Of course, it is impossible to ignore the fact that schools and economics have a significant impact on one another. Obviously, parents cannot go back to work if they have to stay home to look after children. But there’s also the matter of Brits’ confidence in their government.
“If people see that it’s possible to go to work, have schools open and go out to dinner while targeted measures quickly suppress local spikes, their economic behavior will be more normal,” says Jonathan Portes, professor of economics at King’s College London. “If restaurants and pubs are suddenly forced to close and teachers say they don’t feel safe, this obviously undermines the government’s strategy which ultimately affects confidence that life will return to normal.”
Whatever happens, it’s going to be tricky. Either all things remain open with the government crossing its fingers that people obey the rules, or Johnson has to choose between children’s education or reviving economic activity.
Government critics say that the Prime Minister is himself partly responsible for his predicament, pointing to errors made in the early days of the pandemic.
“The most obvious error was the abandonment of community testing in March, which meant we missed months of being able to effectively identify cases and trace the contacts,” says Gabriel Scally, president of epidemiology at the Royal Society of Medicine, adding that this means months later the country’s test and trace system is inadequate.
He points to the delays in lockdown and stopping people entering the country, leading to the impression that the government was “underplaying the seriousness of the virus.” He says the government’s centralized control “made curbing outbreaks very difficult. A pandemic is essentially lots of local epidemics and it’s easier to suppress these at a local level.”
All of these criticisms are well known. Members of Johnson’s own party privately bemoan the government’s early response.

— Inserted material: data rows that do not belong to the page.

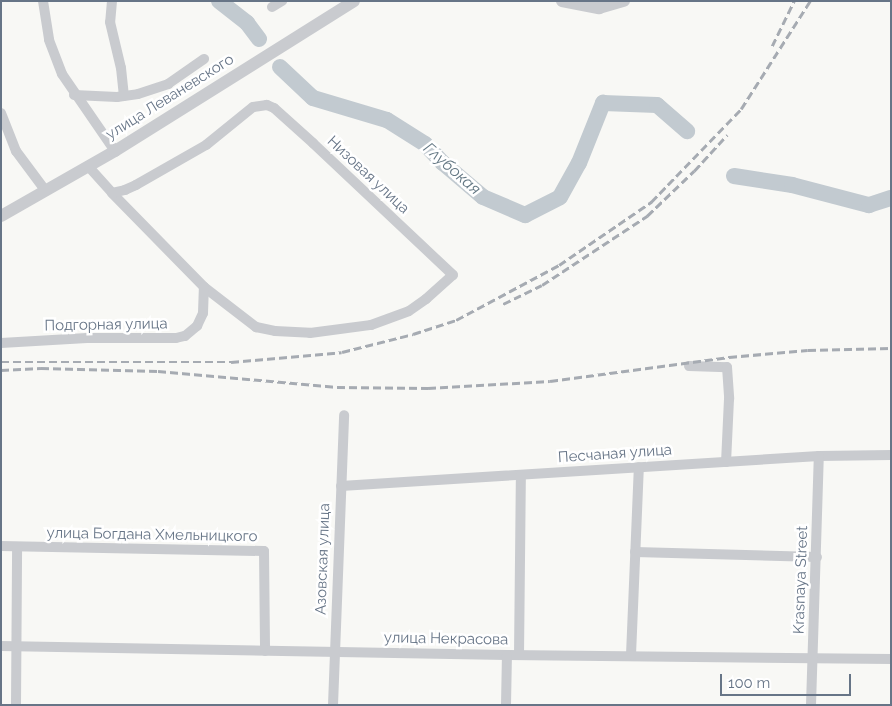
<!DOCTYPE html>
<html>
<head>
<meta charset="utf-8">
<style>
  body { margin:0 }
  #map { position:relative; width:892px; height:706px; overflow:hidden; background:#f8f8f5; font-family:Raleway,sans-serif }
  div>[style] { position:absolute }
  .river>* { height:16px; margin:-8px; padding:0 8px; transform-origin:8px; border-radius:8px; background:#c2cad0 }
  .minor>* { height:10px; margin:-5px; padding:0 5px; transform-origin:5px; border-radius:5px; background:#c9cbcf }
  .tertiary>* { height:12px; margin:-6px; padding:0 6px; transform-origin:6px; border-radius:6px; background:#c9cbcf }
  .rail>* { height:2.5px; margin-top:-1.25px; transform-origin:0; background:repeating-linear-gradient(90deg,#a6abb2 0 8px,transparent 0 12px) }
  span { translate:-50% -50%; white-space:nowrap; text-align:center; line-height:1.15; -webkit-text-stroke:5px #fff; paint-order:stroke }
  .street-label { font-size:15px; color:#677587 }
  .water-label { font-size:16px; color:#637783; font-style:italic }
  .frame { position:absolute; inset:0; border:2px solid #677587; pointer-events:none }
  .scale { position:absolute; left:720px; top:674px; width:131px; height:22px; box-sizing:border-box; border:2px solid #677587; border-top:0; padding-left:6px; font-size:15px; line-height:18px; white-space:nowrap; color:#677587; -webkit-text-stroke:4px #fff; paint-order:stroke }
</style>
</head>
<body>
<div id="map">
  <div class="river">
    <div style="left:219px;top:1px;width:36px;rotate:38deg"></div>
    <div style="left:247px;top:23px;width:20px;rotate:53deg"></div>
    <div style="left:280px;top:67px;width:45px;rotate:43.2deg"></div>
    <div style="left:313px;top:98px;width:77px;rotate:16.6deg"></div>
    <div style="left:387px;top:120px;width:45px;rotate:32.3deg"></div>
    <div style="left:425px;top:144px;width:26px;rotate:47deg"></div>
    <div style="left:443px;top:163px;width:52px;rotate:40.4deg"></div>
    <div style="left:483px;top:197px;width:46px;rotate:23.2deg"></div>
    <div style="left:525px;top:215px;width:39px;rotate:-27deg"></div>
    <div style="left:560px;top:197px;width:39px;rotate:-61deg"></div>
    <div style="left:579px;top:163px;width:65px;rotate:-68.2deg"></div>
    <div style="left:603px;top:103px;width:54px;rotate:2.1deg"></div>
    <div style="left:657px;top:105px;width:40px;rotate:41deg"></div>
    <div style="left:734px;top:176px;width:59px;rotate:8.8deg"></div>
    <div style="left:792px;top:185px;width:80px;rotate:14.6deg"></div>
    <div style="left:869px;top:205px;width:23px;rotate:-18deg"></div>
  </div>
  <div class="minor">
    <div style="left:43px;top:1px;width:39px;rotate:81deg"></div>
    <div style="left:49px;top:40px;width:36px;rotate:69deg"></div>
    <div style="left:62px;top:74px;width:93px;rotate:55.5deg"></div>
    <div style="left:112px;top:1px;width:21px;rotate:95deg"></div>
    <div style="left:110px;top:22px;width:47px;rotate:76.6deg"></div>
    <div style="left:121px;top:68px;width:28px;rotate:84deg"></div>
    <div style="left:272px;top:7px;width:12px;rotate:-31deg"></div>
    <div style="left:74px;top:95px;width:43px;rotate:2.7deg"></div>
    <div style="left:117px;top:97px;width:21px;rotate:-8deg"></div>
    <div style="left:138px;top:94px;width:32px;rotate:-18deg"></div>
    <div style="left:168px;top:84px;width:44px;rotate:-34.8deg"></div>
    <div style="left:1px;top:113px;width:41px;rotate:68.5deg"></div>
    <div style="left:16px;top:151px;width:49px;rotate:53.4deg"></div>
    <div style="left:88px;top:166px;width:36px;rotate:48deg"></div>
    <div style="left:112px;top:193px;width:132px;rotate:45.6deg"></div>
    <div style="left:204px;top:287px;width:66px;rotate:37.6deg"></div>
    <div style="left:256px;top:327px;width:19px;rotate:12deg"></div>
    <div style="left:275px;top:331px;width:35px;rotate:3deg"></div>
    <div style="left:310px;top:333px;width:62px;rotate:-7.5deg"></div>
    <div style="left:371px;top:325px;width:40px;rotate:-20.2deg"></div>
    <div style="left:409px;top:311px;width:21px;rotate:-35deg"></div>
    <div style="left:426px;top:299px;width:36px;rotate:-42deg"></div>
    <div style="left:453px;top:275px;width:192px;rotate:-136.7deg"></div>
    <div style="left:313px;top:143px;width:52px;rotate:-138.1deg"></div>
    <div style="left:274px;top:108px;width:8px;rotate:-157deg"></div>
    <div style="left:267px;top:105px;width:14px;rotate:172deg"></div>
    <div style="left:253px;top:107px;width:60px;rotate:141deg"></div>
    <div style="left:206px;top:145px;width:81px;rotate:150.3deg"></div>
    <div style="left:136px;top:185px;width:12px;rotate:156deg"></div>
    <div style="left:125px;top:190px;width:13px;rotate:167deg"></div>
    <div style="left:1px;top:343px;width:86px;rotate:-3.3deg"></div>
    <div style="left:87px;top:338px;width:89px"></div>
    <div style="left:176px;top:338px;width:9px;rotate:-13deg"></div>
    <div style="left:185px;top:336px;width:16px;rotate:-40deg"></div>
    <div style="left:197px;top:326px;width:14px;rotate:-65deg"></div>
    <div style="left:203px;top:313px;width:26px;rotate:-88deg"></div>
    <div style="left:689px;top:366px;width:38px;rotate:2deg"></div>
    <div style="left:727px;top:367px;width:32px;rotate:86deg"></div>
    <div style="left:729px;top:399px;width:63px;rotate:92.7deg"></div>
    <div style="left:341px;top:486px;width:479px;rotate:-3.6deg"></div>
    <div style="left:819px;top:456px;width:72px;rotate:-0.8deg"></div>
    <div style="left:1px;top:546px;width:263px;rotate:1.1deg"></div>
    <div style="left:264px;top:551px;width:100px;rotate:89.4deg"></div>
    <div style="left:635px;top:552px;width:182px;rotate:1.6deg"></div>
    <div style="left:1px;top:646px;width:506px;rotate:1.02deg"></div>
    <div style="left:507px;top:655px;width:384px;rotate:0.6deg"></div>
    <div style="left:519px;top:655px;width:180px;rotate:-89.4deg"></div>
    <div style="left:631px;top:655px;width:188px;rotate:-87.6deg"></div>
    <div style="left:16px;top:705px;width:158px;rotate:-89.6deg"></div>
    <div style="left:333px;top:705px;width:290px;rotate:-87.8deg"></div>
    <div style="left:506px;top:705px;width:50px;rotate:-88.9deg"></div>
    <div style="left:811px;top:705px;width:249px;rotate:-88.2deg"></div>
  </div>
  <div class="tertiary">
    <div style="left:562px;top:1px;width:38px;rotate:11deg"></div>
    <div style="left:599px;top:8px;width:26px;rotate:-16deg"></div>
    <div style="left:1px;top:216px;width:131px;rotate:-29.7deg"></div>
    <div style="left:115px;top:151px;width:282px;rotate:-32.1deg"></div>
  </div>
  <div class="rail">
    <div style="left:772px;top:46px;width:50px;rotate:-63.9deg"></div>
    <div style="left:503px;top:304px;width:43px;rotate:-26deg"></div>
    <div style="left:542px;top:285px;width:126px;rotate:-33.3deg"></div>
    <div style="left:647px;top:216px;width:65px;rotate:-43.8deg"></div>
    <div style="left:694px;top:171px;width:49px;rotate:-47.5deg"></div>
    <div style="left:1px;top:362px;width:230px"></div>
    <div style="left:231px;top:362px;width:111px;rotate:-5.1deg"></div>
    <div style="left:342px;top:352px;width:73px;rotate:-14.2deg"></div>
    <div style="left:413px;top:334px;width:45px;rotate:-18deg"></div>
    <div style="left:456px;top:320px;width:117px;rotate:-28.1deg"></div>
    <div style="left:559px;top:265px;width:112px;rotate:-34.4deg"></div>
    <div style="left:651px;top:202px;width:129px;rotate:-45.9deg"></div>
    <div style="left:741px;top:109px;width:128px;rotate:-57.4deg"></div>
    <div style="left:1px;top:370px;width:40px;rotate:-2.9deg"></div>
    <div style="left:41px;top:368px;width:117px;rotate:1.5deg"></div>
    <div style="left:158px;top:371px;width:180px;rotate:5.1deg"></div>
    <div style="left:337px;top:387px;width:91px;rotate:0.6deg"></div>
    <div style="left:428px;top:388px;width:122px;rotate:-3.3deg"></div>
    <div style="left:550px;top:381px;width:181px;rotate:-7.6deg"></div>
    <div style="left:729px;top:357px;width:79px;rotate:-5.1deg"></div>
    <div style="left:808px;top:350px;width:83px;rotate:-1.4deg"></div>
  </div>
  <div class="street-label">
    <span style="left:170px;top:97px;rotate:-32deg">улица Леваневского</span>
    <span style="left:368px;top:175px;rotate:43deg">Низовая улица</span>
    <span style="left:106px;top:325px;rotate:-1deg">Подгорная улица</span>
    <span style="left:615px;top:454px;rotate:-4deg">Песчаная улица</span>
    <span style="left:152px;top:535px;rotate:1deg">улица Богдана Хмельницкого</span>
    <span style="left:323px;top:559px;rotate:-88deg">Азовская улица</span>
    <span style="left:801px;top:580px;rotate:-88deg">Krasnaya Street</span>
    <span style="left:446px;top:639px;rotate:1deg">улица Некрасова</span>
  </div>
  <div class="water-label">
    <span style="left:452px;top:169px;rotate:41deg">Глубокая</span>
  </div>
  <div class="frame"></div>
  <div class="scale">100 m</div>
</div>
</body>
</html>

Even Johnson’s own education secretary said that there were “things we would take a different approach on.”
However, several months on, critics on both sides of his party now acknowledge that the country needs to start getting on with life as close to normal as possible. And that includes sending children back to school and keeping the pubs open – even as the country moves towards a winter that could see a second spike in infections.